***** Supplied data *****
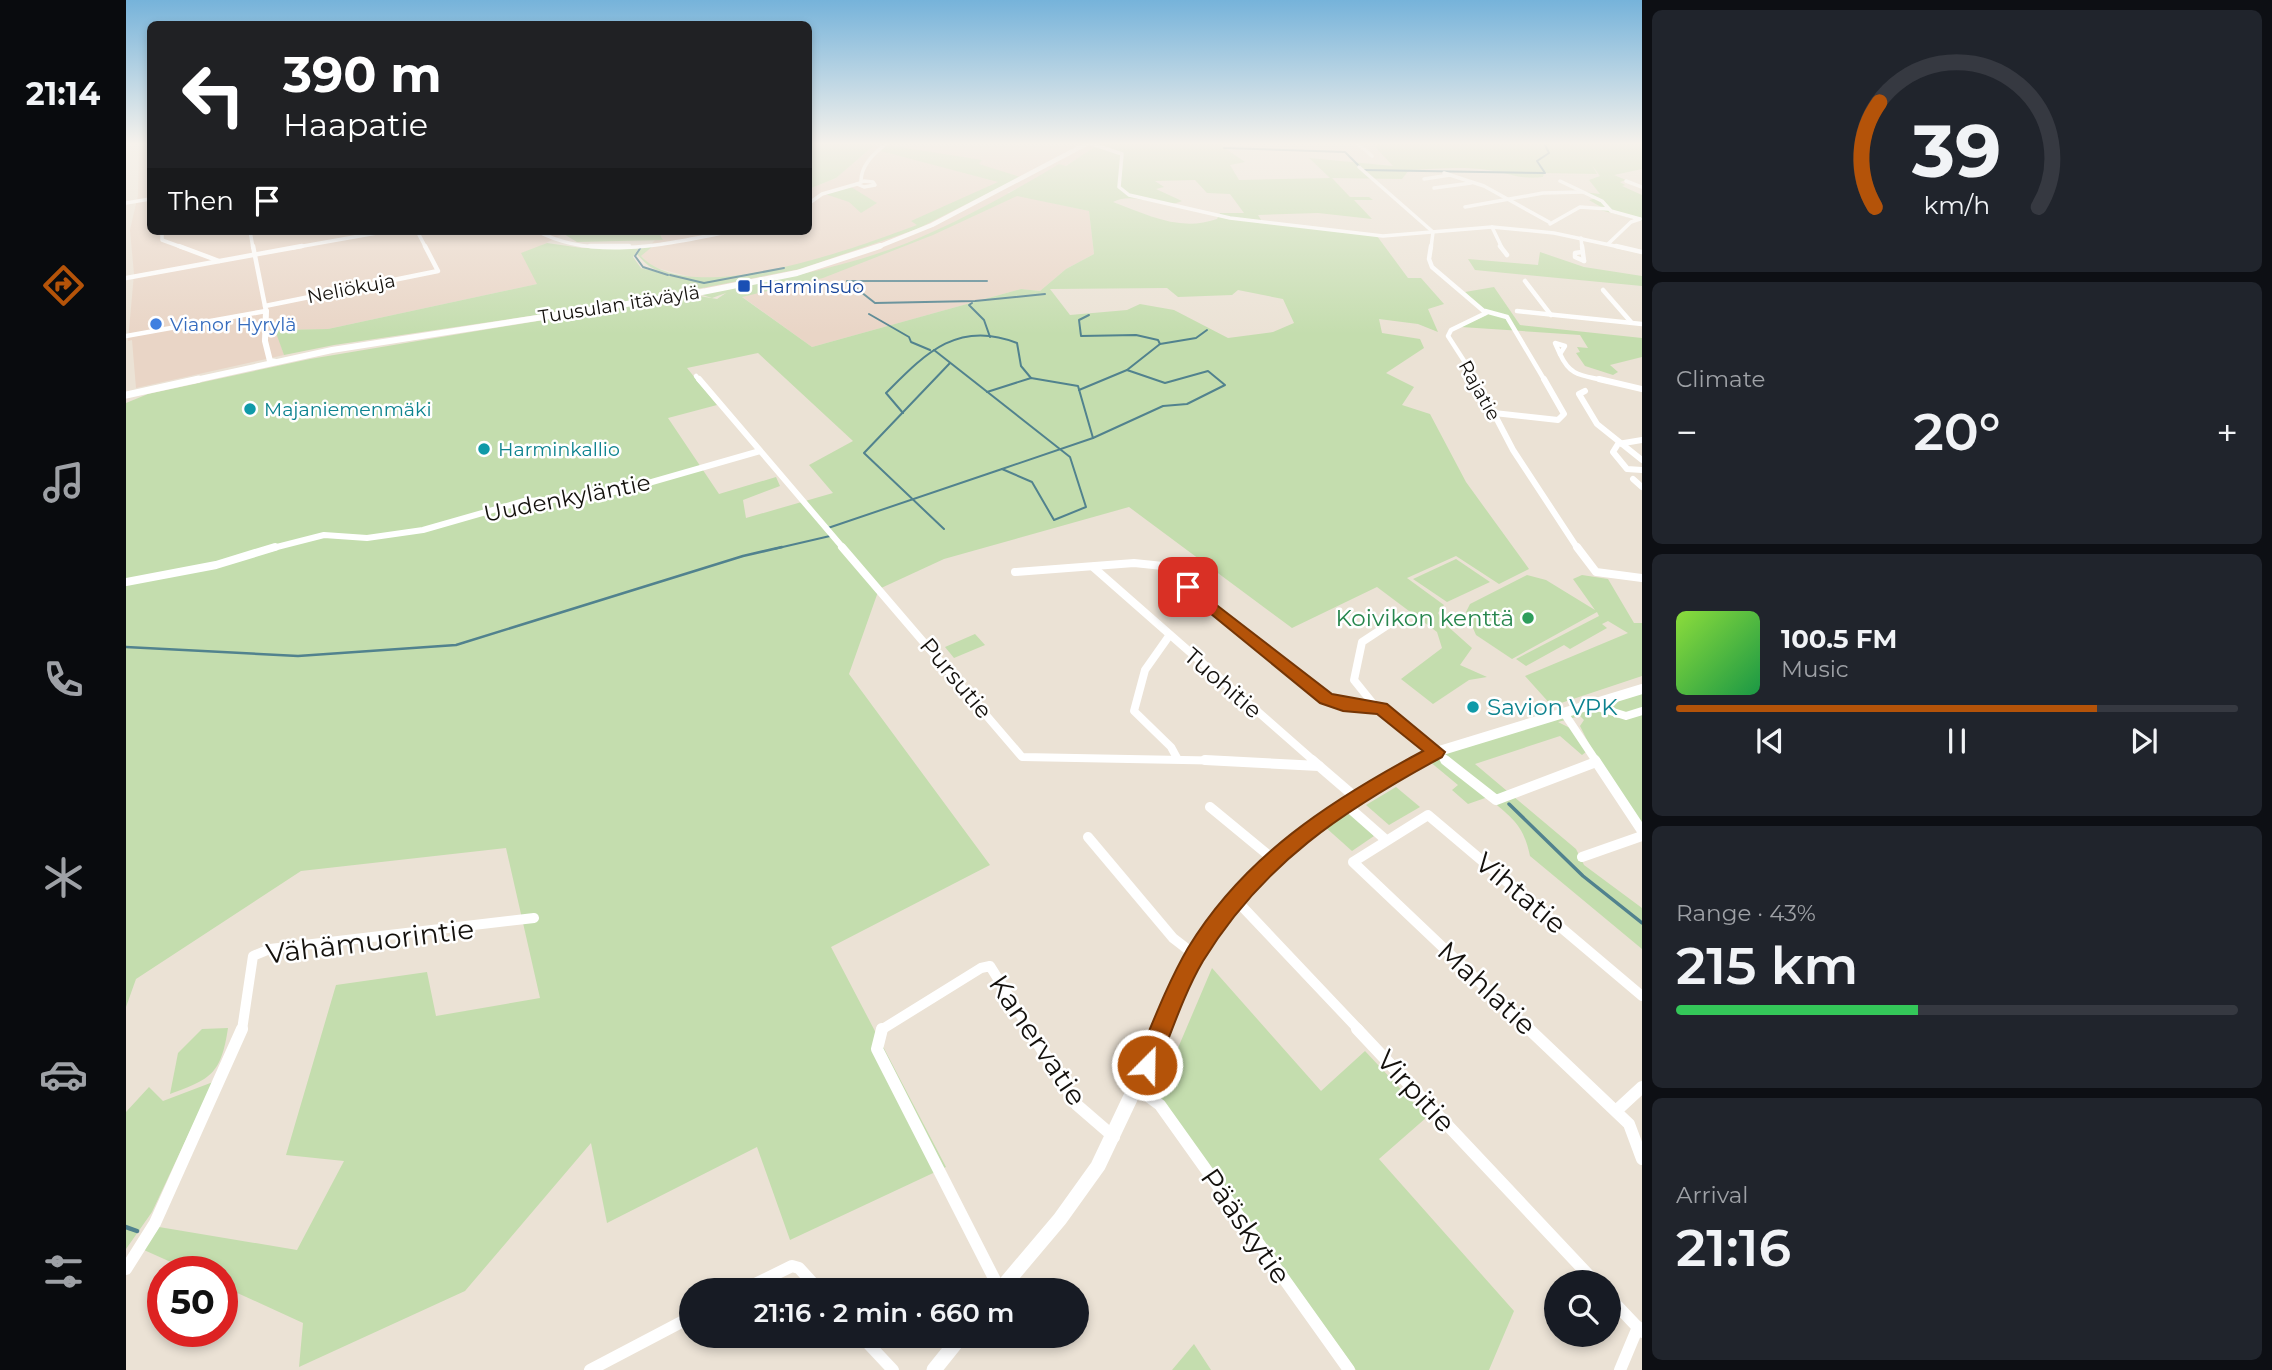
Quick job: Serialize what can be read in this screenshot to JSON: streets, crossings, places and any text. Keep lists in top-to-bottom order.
{
  "streets": {
    "main road": ["Tuusulan itäväylä"],
    "street": [
      "Neliökuja",
      "Rajatie",
      "Uudenkyläntie",
      "Pursutie",
      "Tuohitie",
      "Vihtatie",
      "Vähämuorintie",
      "Mahlatie",
      "Kanervatie",
      "Virpitie",
      "Pääskytie"
    ]
  },
  "crossings": [
    ["Uudenkyläntie", "Pursutie"],
    ["Pursutie", "Tuohitie"],
    ["Tuohitie", "Vihtatie"],
    ["Tuohitie", "Mahlatie"],
    ["Vihtatie", "Mahlatie"]
  ],
  "places": {
    "transit": ["Harminsuo"],
    "other": [
      "Vianor Hyrylä",
      "Majaniemenmäki",
      "Harminkallio",
      "Koivikon kenttä",
      "Savion VPK"
    ]
  },
  "page": {
    "tabs": "21:14",
    "turn": ["390 m", "Haapatie"],
    "then": "Then",
    "tile": [
      "Climate",
      ["Range · 43%", "215 km"],
      ["Arrival", "21:16"]
    ],
    "heat": ["−", "20°", "+"],
    "song": ["100.5 FM", "Music"],
    "limit": "50",
    "trip": "21:16 · 2 min · 660 m",
    "gauge": ["39", "km/h"]
  }
}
*****
What to do: Lines in the data above may contain the word "crossings"; count them and give only the number.

Written reply: 2